Wind Farm Prospecting

Projects

Overview

Composite characteristics for strong low-level jet (LLJ) events for the Great Plains region, as represented by NASA's Modern Era Retrospective Reanalysis(MERRA). The mean winds at 300 m AGL are shown by the arrows, and the colors denote the wind speeds. Thick black line marks the location of the cross section shown in the right panel. LLJs are the primary driver of the abundant wind resource over the Great Plains. They are shallow streams of fast moving air, usually located between about 300 to 600 m above the ground, with maximum wind speeds of 10-20 m s-1.

Develop an economical, computationally efficient, and scientifically sound approach to creating dynamical downscaled wind analyses for renewable energy applications that can be used for any region of the world.

Project Motivation

The increasing global demand for the finite (and sometimes volatile) supply of fossil fuels has spurred large investments in renewable energy resources that are clean, reliable, and reduce the Nation's dependence on foreign oil. Wind and solar are the fastest growing sources of renewable electric energy—U. S. wind energy capacity increased by 45% from 2006 to 2009 amid the nearly 30% global increase, a trend that is expected to continue. Yet, renewable energy companies struggle to assess the reliability of wind-generated electricity at prospective sites, owing to wind's intermittent nature.

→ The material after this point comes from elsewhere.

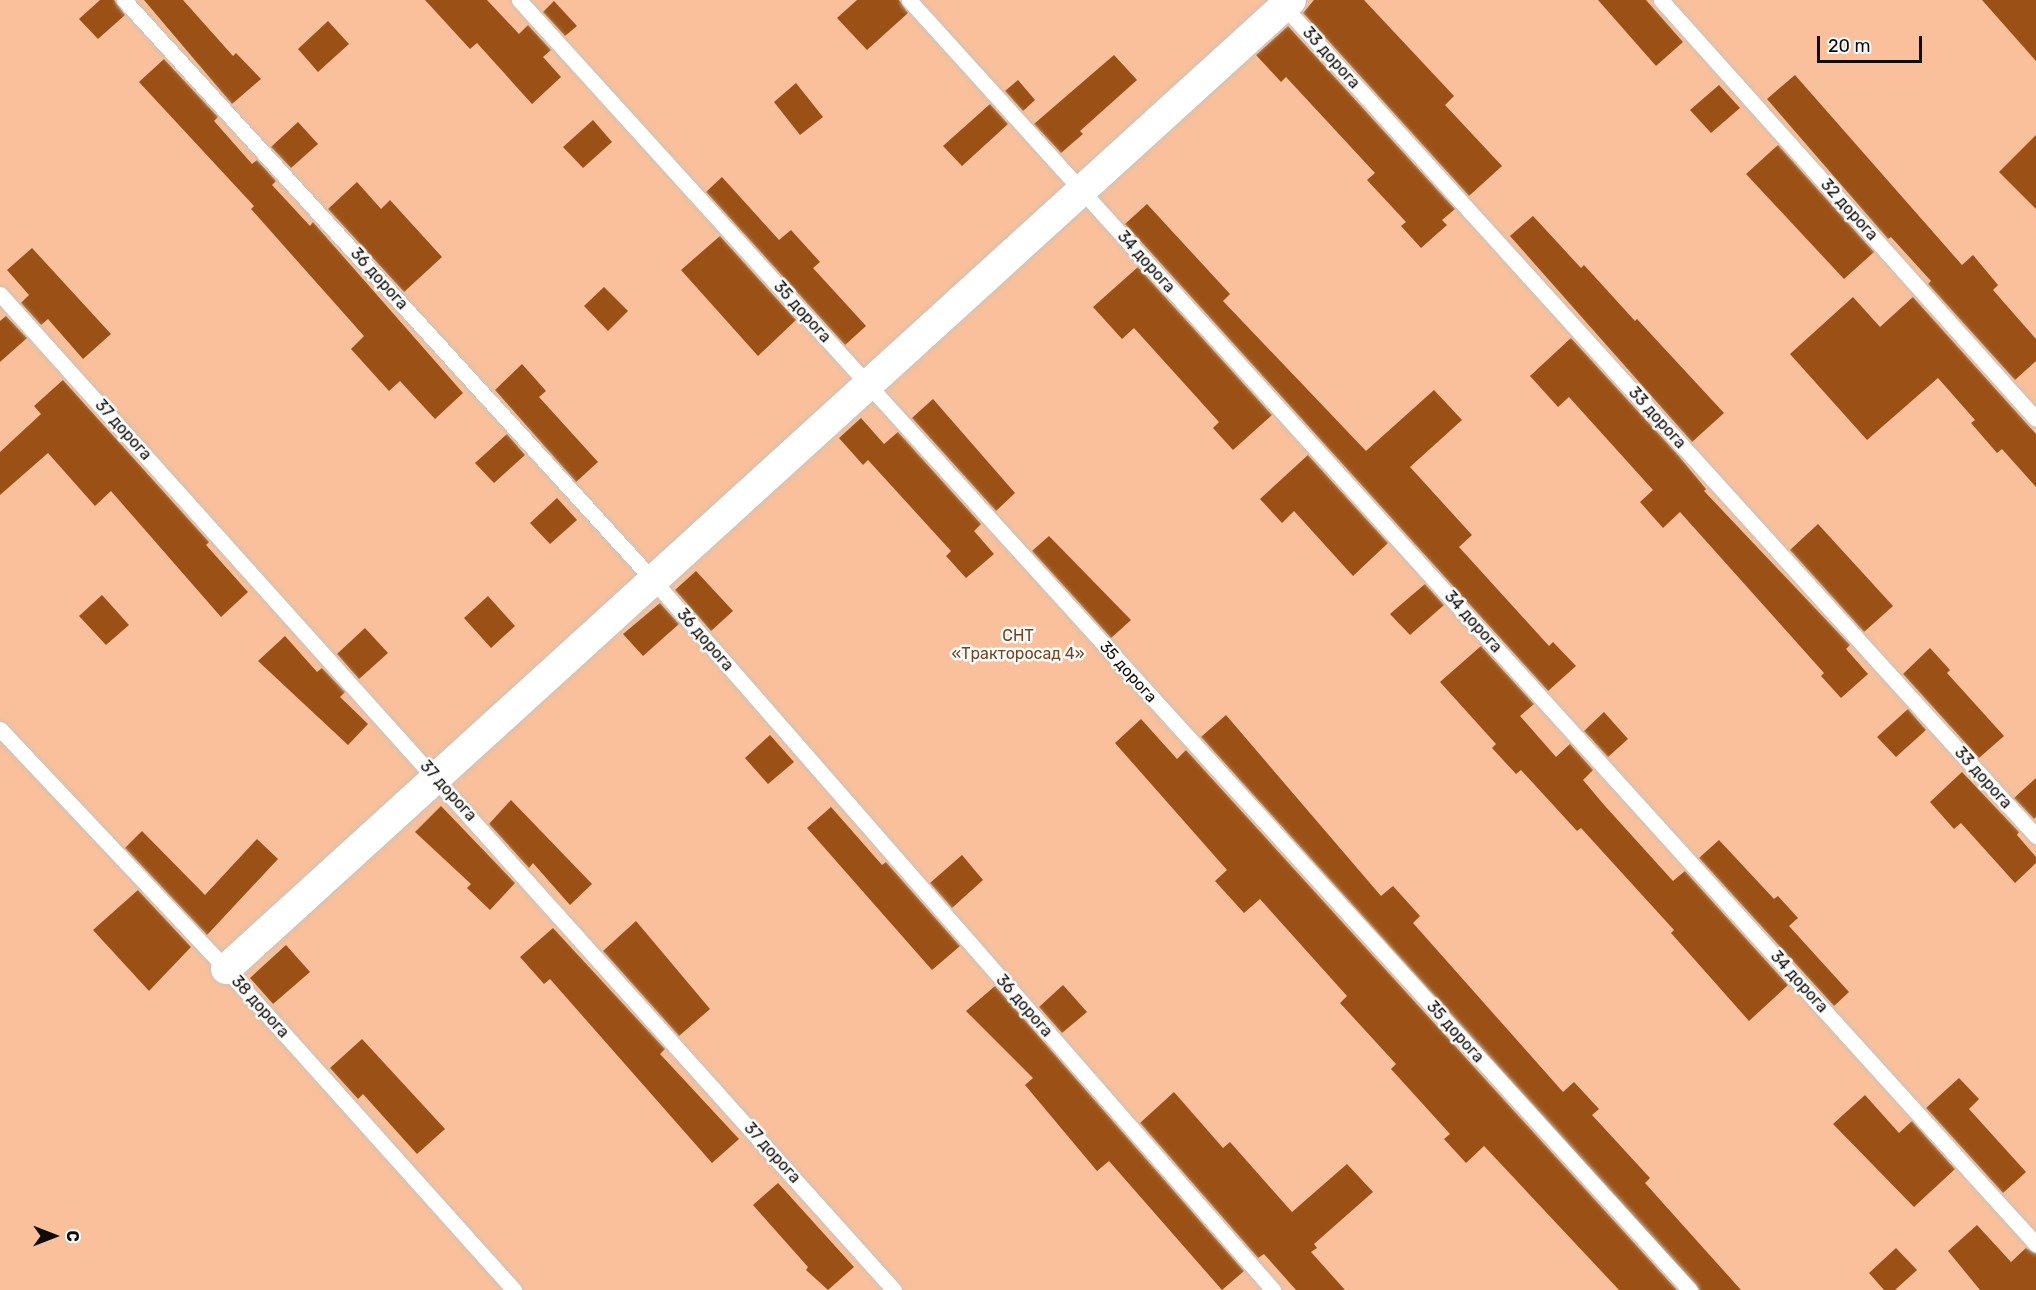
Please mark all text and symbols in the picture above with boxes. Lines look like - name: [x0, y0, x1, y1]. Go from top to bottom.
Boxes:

We aim to greatly improve upon current wind energy prospecting techniques by creating prototype high-resolution dynamically downscaled wind analyses with NCAR's Climate Four Dimensional Data Assimilation System (CFDDA), based upon the state-of-the-art WRF model. CFDDA will use key NASA Earth science datasets to downscale the NASA MERRA global reanalyses to scales appropriate for assessing the wind variability for prospective wind farms (1-3 km). Innovative sampling strategies will be developed to generate the equivalent of a 20-year reanalysis for assessing seasonal to inter-annual variability. The impact of NASA datasets on dynamically downscaled winds will be quantified using ClimoFDDA for two different climate regimes in the U. S.: (1) coastal California and (2) the central Great Plains—both environments having great potential for wind-power production.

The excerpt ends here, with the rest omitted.